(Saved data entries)
########

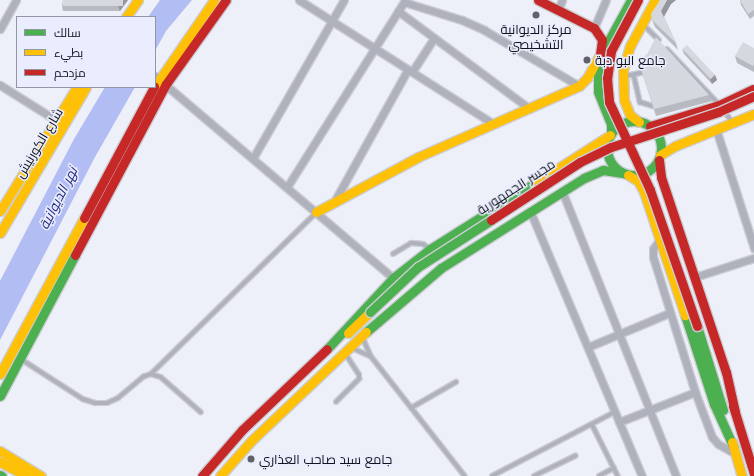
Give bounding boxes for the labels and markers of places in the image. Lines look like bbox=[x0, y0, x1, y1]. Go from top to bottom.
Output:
marker: مركز الديوانية التشخيصي bbox=[530, 9, 542, 21]
place label: مركز الديوانية التشخيصي bbox=[500, 22, 572, 53]
place label: جامع البو دبة bbox=[595, 52, 666, 68]
marker: جامع البو دبة bbox=[582, 55, 592, 65]
place label: جامع سيد صاحب العذاري bbox=[259, 451, 392, 467]
marker: جامع سيد صاحب العذاري bbox=[246, 454, 256, 464]

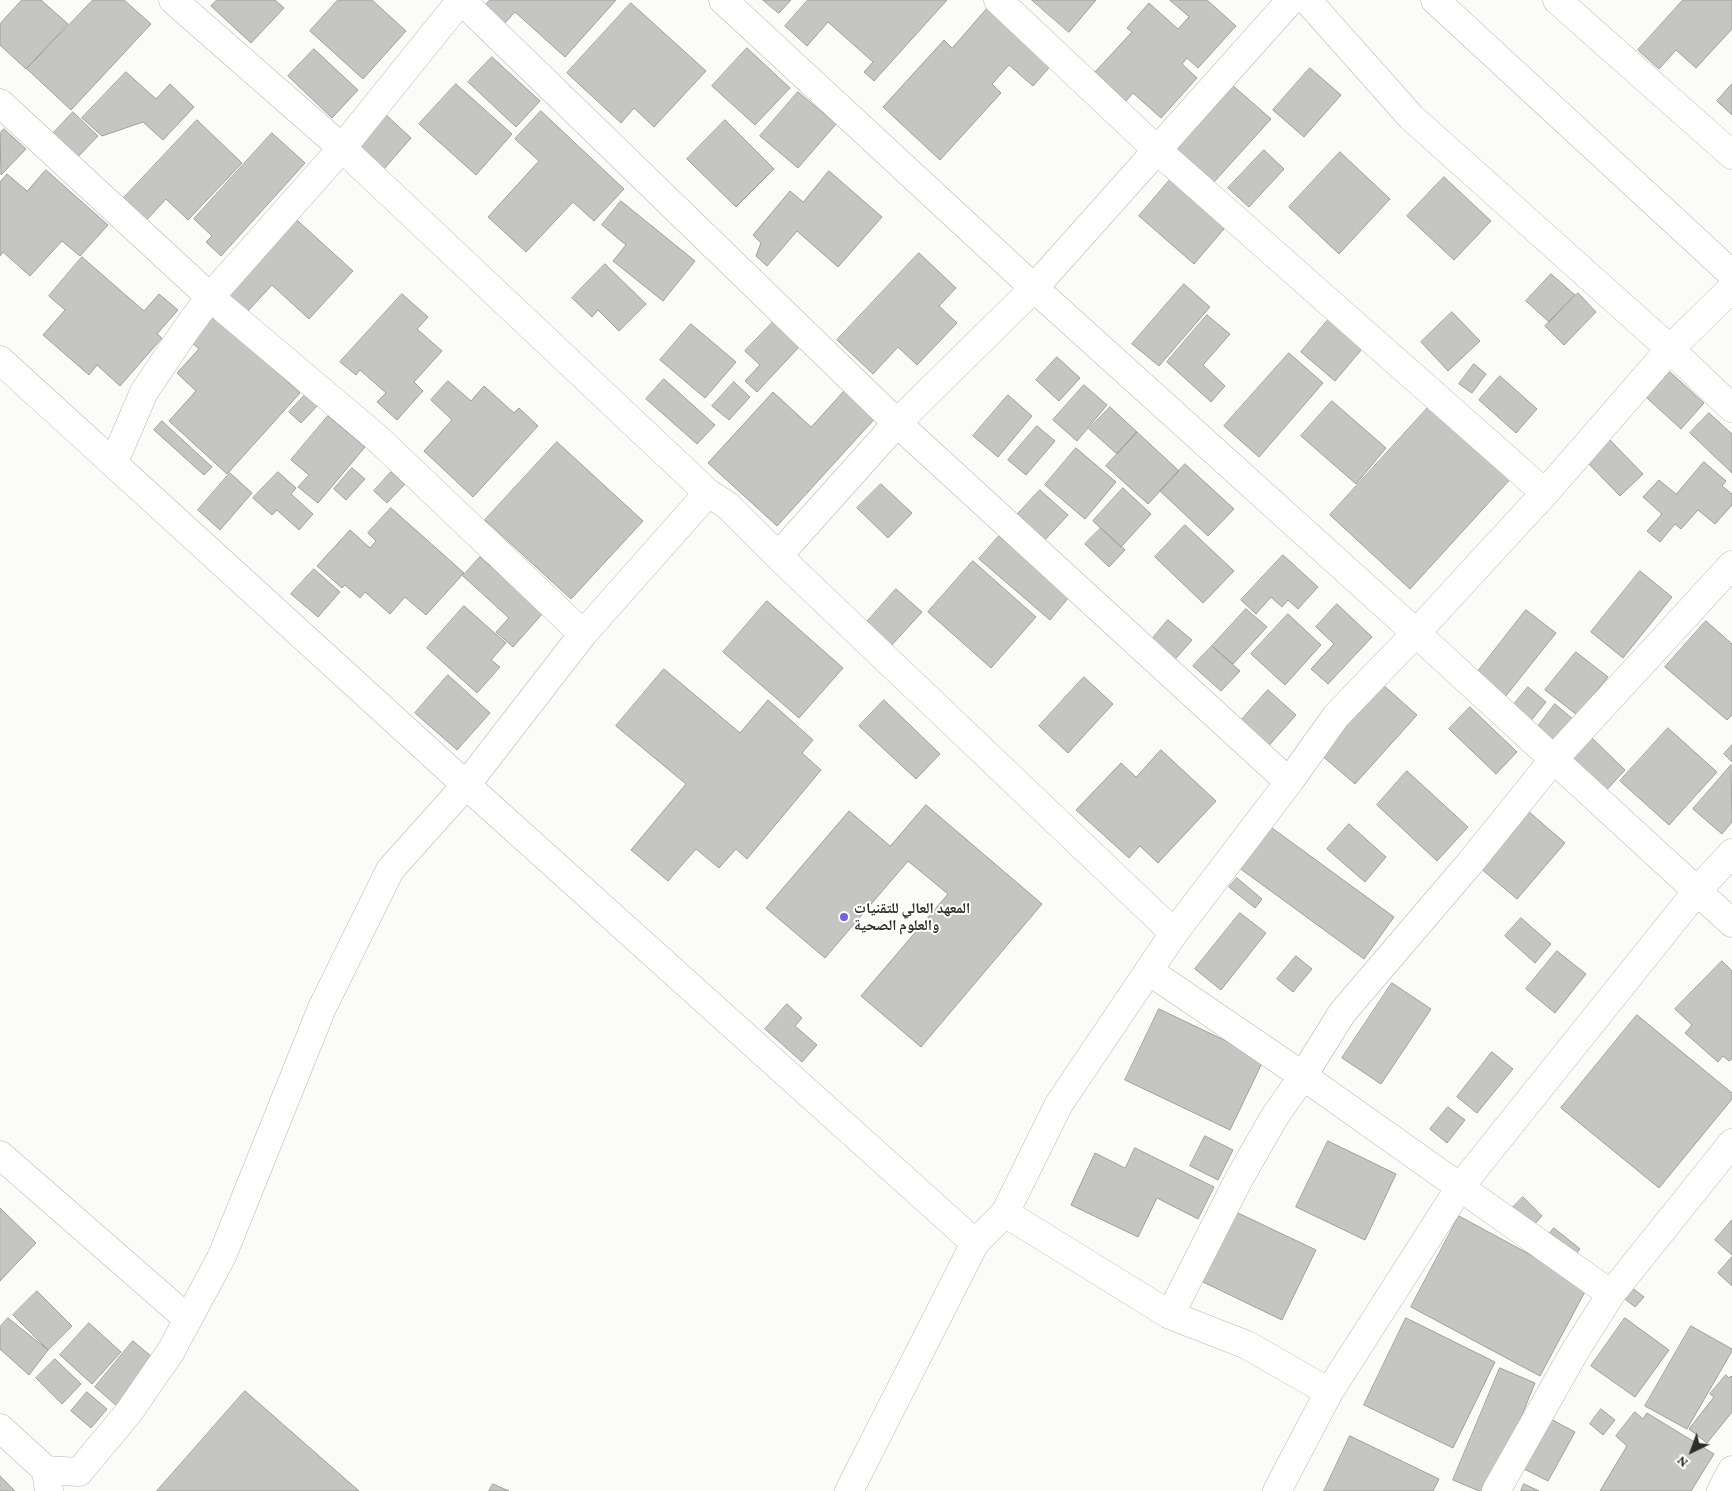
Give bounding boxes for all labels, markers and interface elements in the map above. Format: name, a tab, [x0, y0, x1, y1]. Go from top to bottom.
place label: المعهد العالي للتقنيات والعلوم الصحية	[854, 899, 970, 934]
marker: المعهد العالي للتقنيات والعلوم الصحية	[838, 911, 850, 923]
north arrow	[1667, 1426, 1717, 1476]
text: N	[1673, 1453, 1691, 1471]

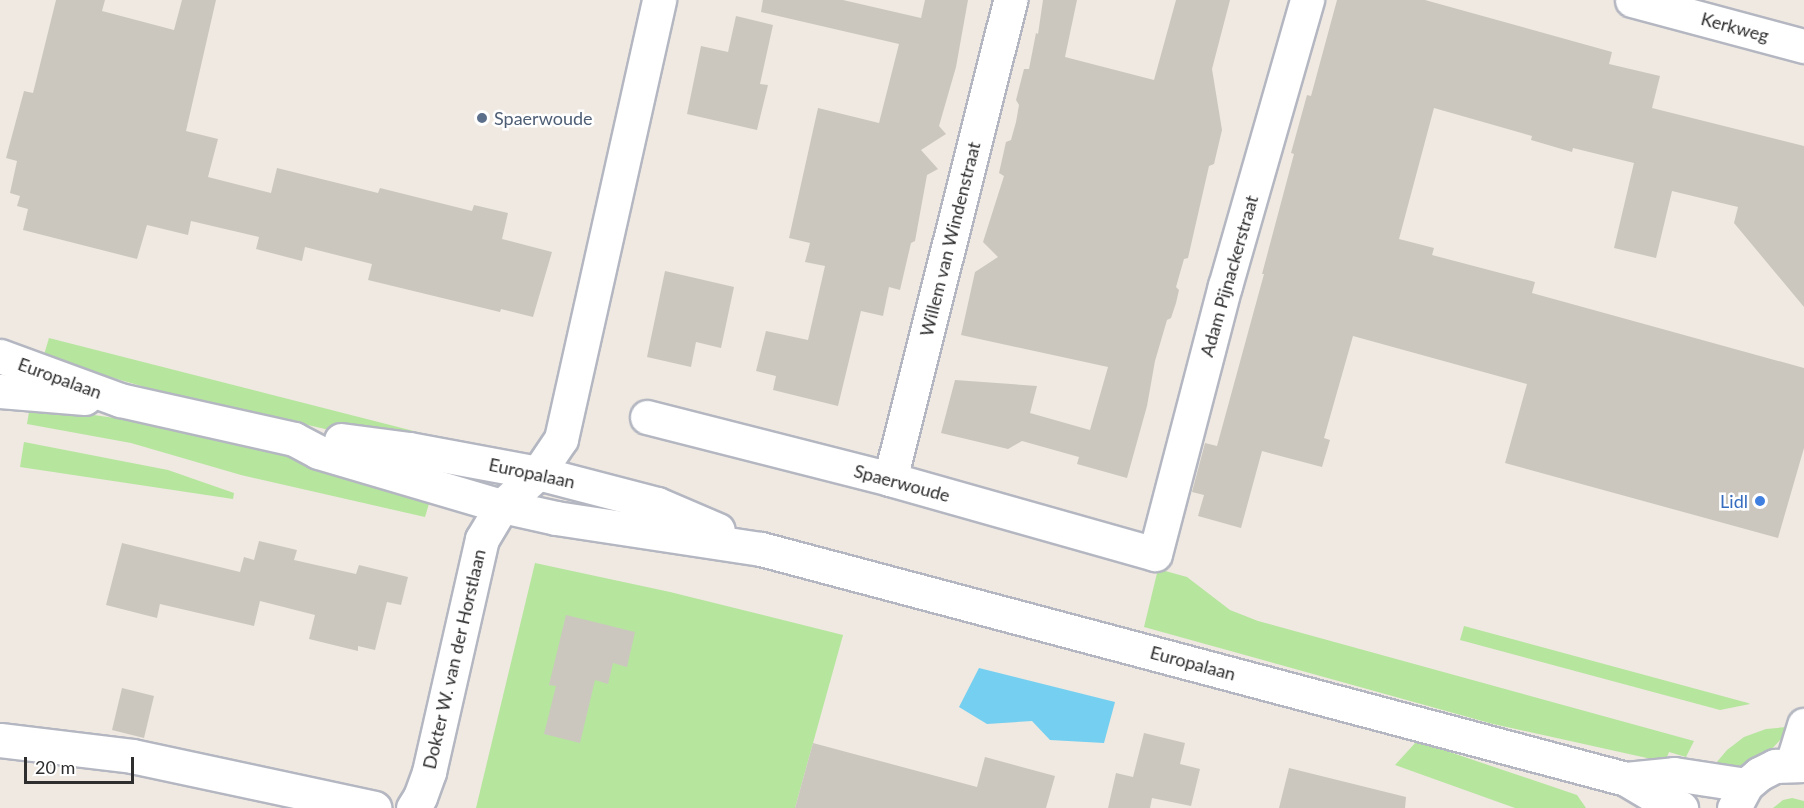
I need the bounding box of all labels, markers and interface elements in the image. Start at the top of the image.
street label: Kerkweg [1699,8,1771,46]
place label: Spaerwoude [494,107,592,129]
marker: Spaerwoude [475,111,489,125]
street label: Willem van Windenstraat [915,139,985,339]
street label: Adam Pijnackerstraat [1196,193,1262,359]
street label: Europalaan [15,353,105,403]
street label: Europalaan [487,453,577,493]
street label: Spaerwoude [852,460,952,506]
place label: Lidl [1720,490,1748,512]
marker: Lidl [1753,494,1767,508]
street label: Dokter W. van der Horstlaan [418,546,490,772]
street label: Europalaan [1148,641,1238,685]
scale bar [27,745,136,783]
text: 20 m [35,756,75,778]

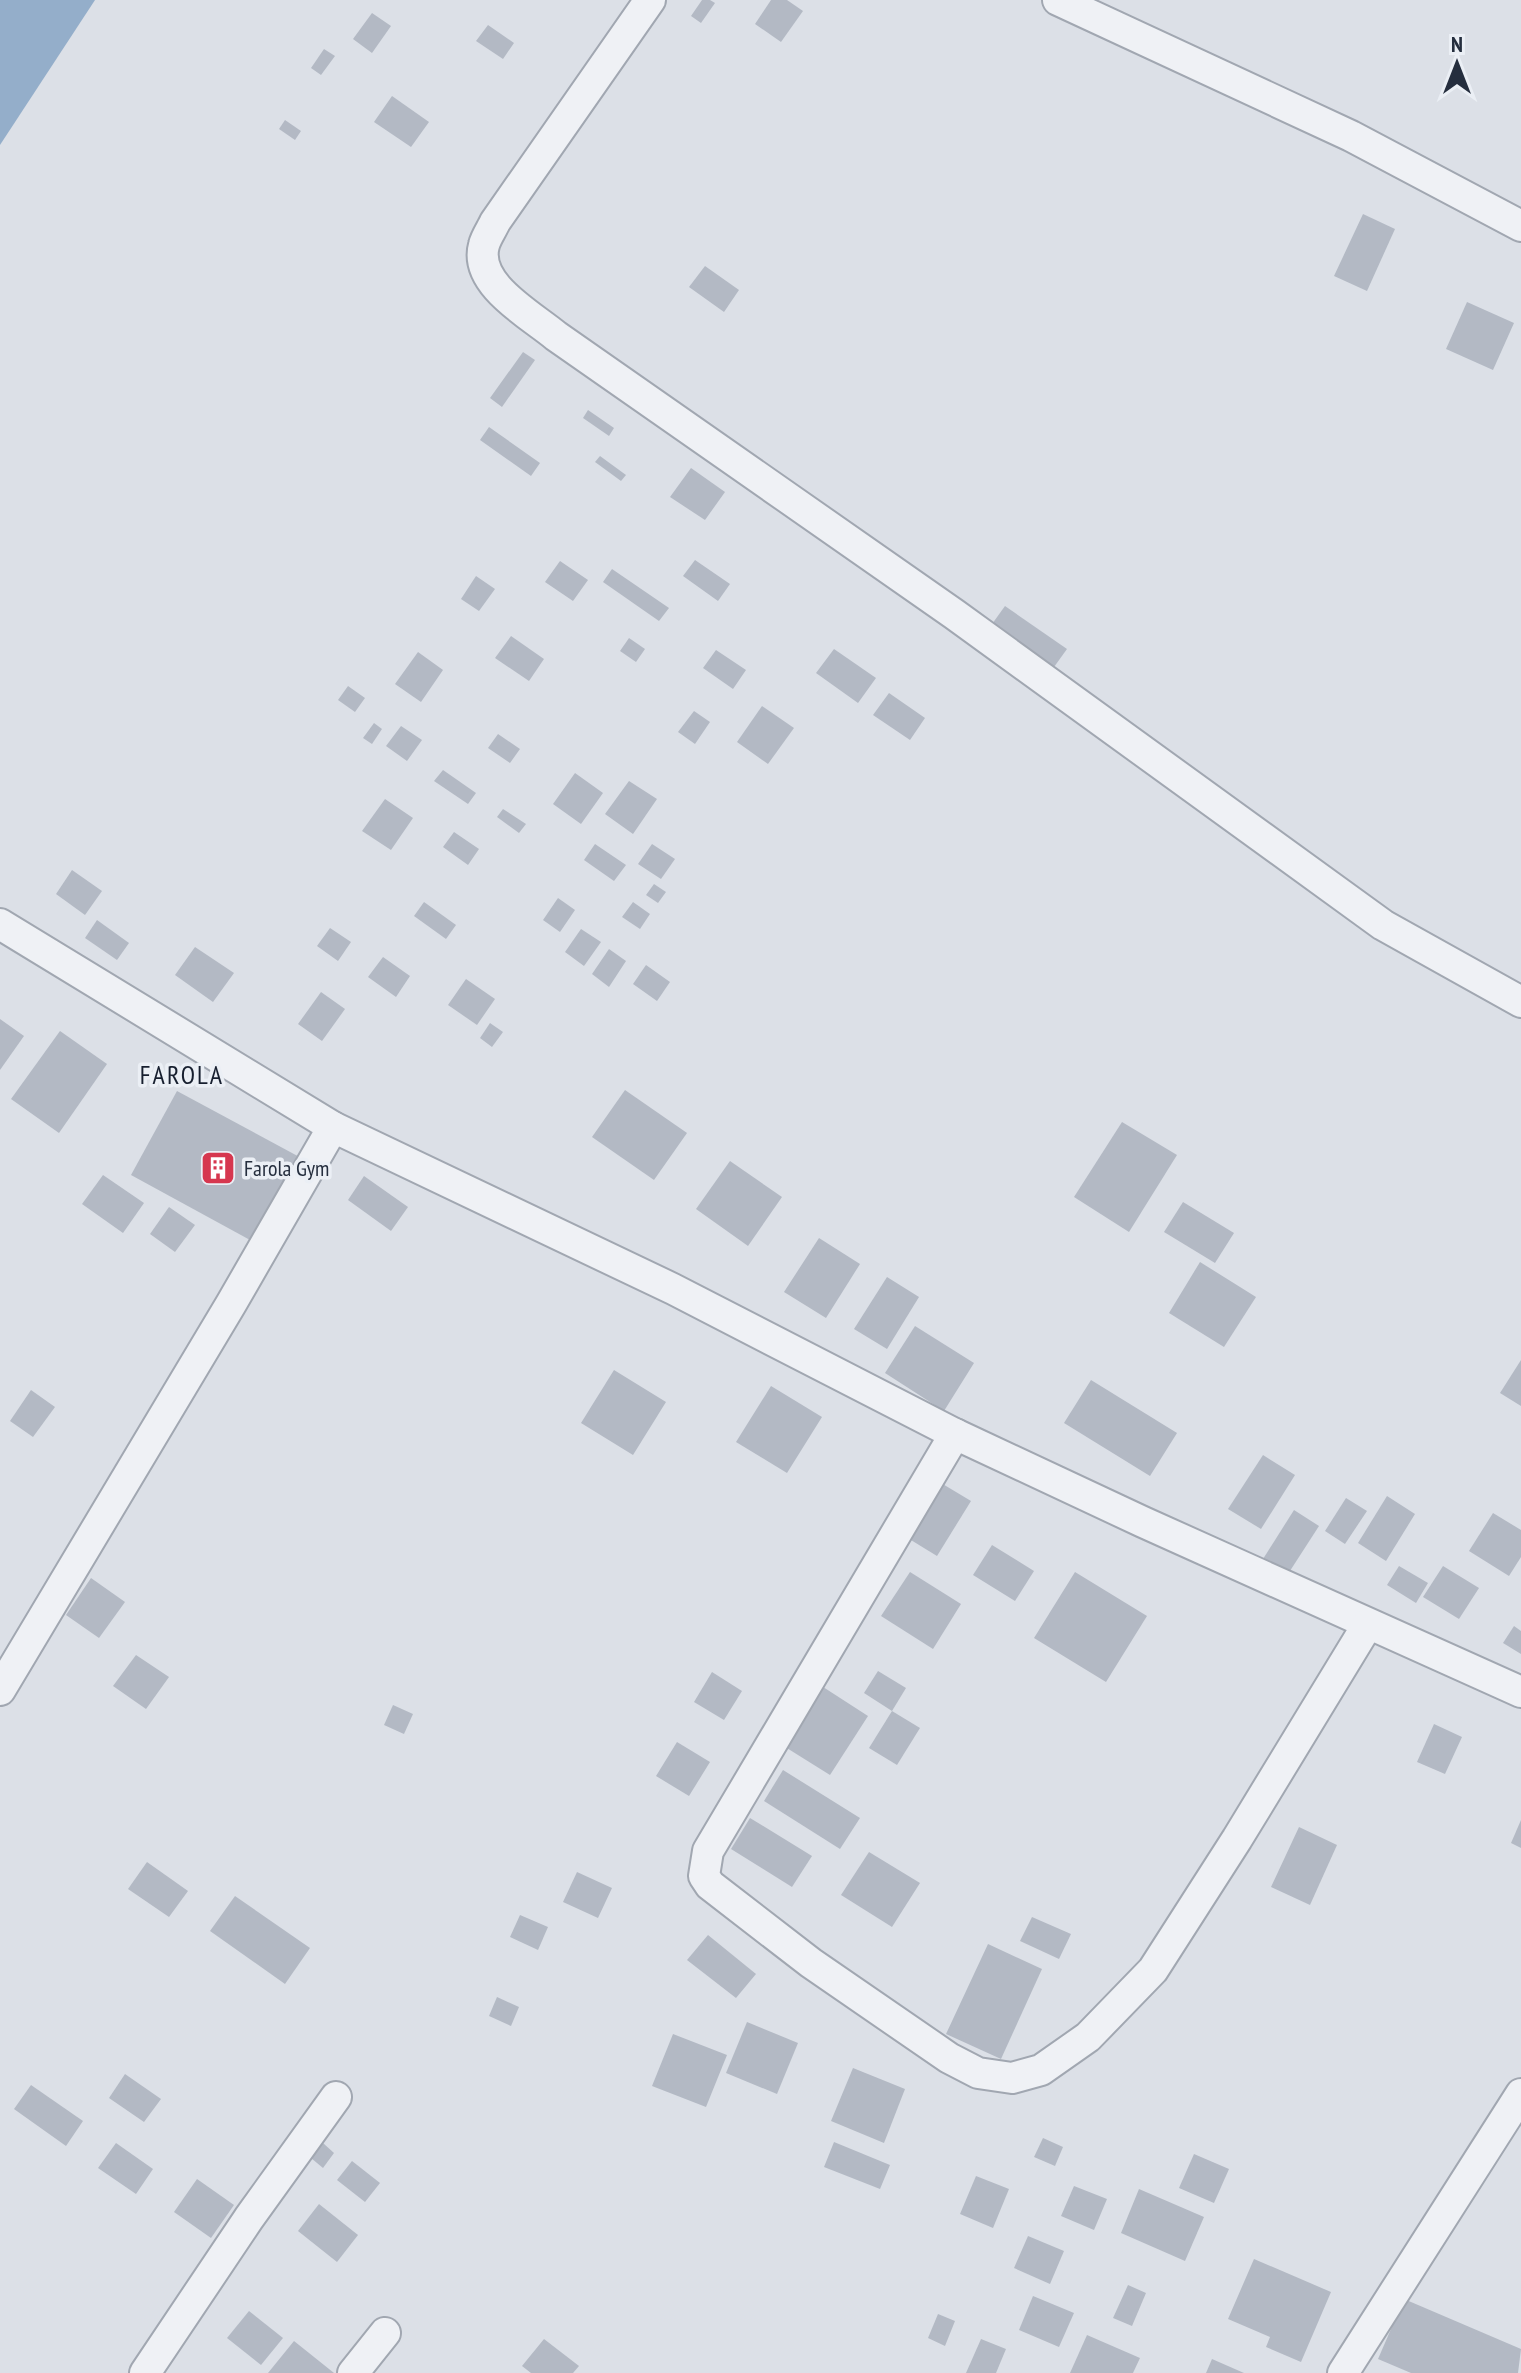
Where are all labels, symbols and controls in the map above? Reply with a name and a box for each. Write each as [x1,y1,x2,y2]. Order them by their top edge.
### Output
north arrow [1417,24,1497,104]
text: N [1451,30,1463,58]
district label: FAROLA [140,1058,224,1091]
building icon: Farola Gym [199,1149,237,1187]
place label: Farola Gym [244,1154,329,1182]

########

# Exercise brief
Taking the records above, print only and exactly the lines from the line with "I need the bounding" to the line with "Where are all", both kept, and exclude pictures.

# Task solution
I need the bounding box of all labels, markers and interface elements in the image. Start at the top of the image.
street label: Kerkweg [1699,8,1771,46]
place label: Spaerwoude [494,107,592,129]
marker: Spaerwoude [475,111,489,125]
street label: Willem van Windenstraat [915,139,985,339]
street label: Adam Pijnackerstraat [1196,193,1262,359]
street label: Europalaan [15,353,105,403]
street label: Europalaan [487,453,577,493]
street label: Spaerwoude [852,460,952,506]
place label: Lidl [1720,490,1748,512]
marker: Lidl [1753,494,1767,508]
street label: Dokter W. van der Horstlaan [418,546,490,772]
street label: Europalaan [1148,641,1238,685]
scale bar [27,745,136,783]
text: 20 m [35,756,75,778]

Where are all labels, symbols and controls in the map above? Reply with a name and a box for each. Write each as [x1,y1,x2,y2]. Order them by their top edge.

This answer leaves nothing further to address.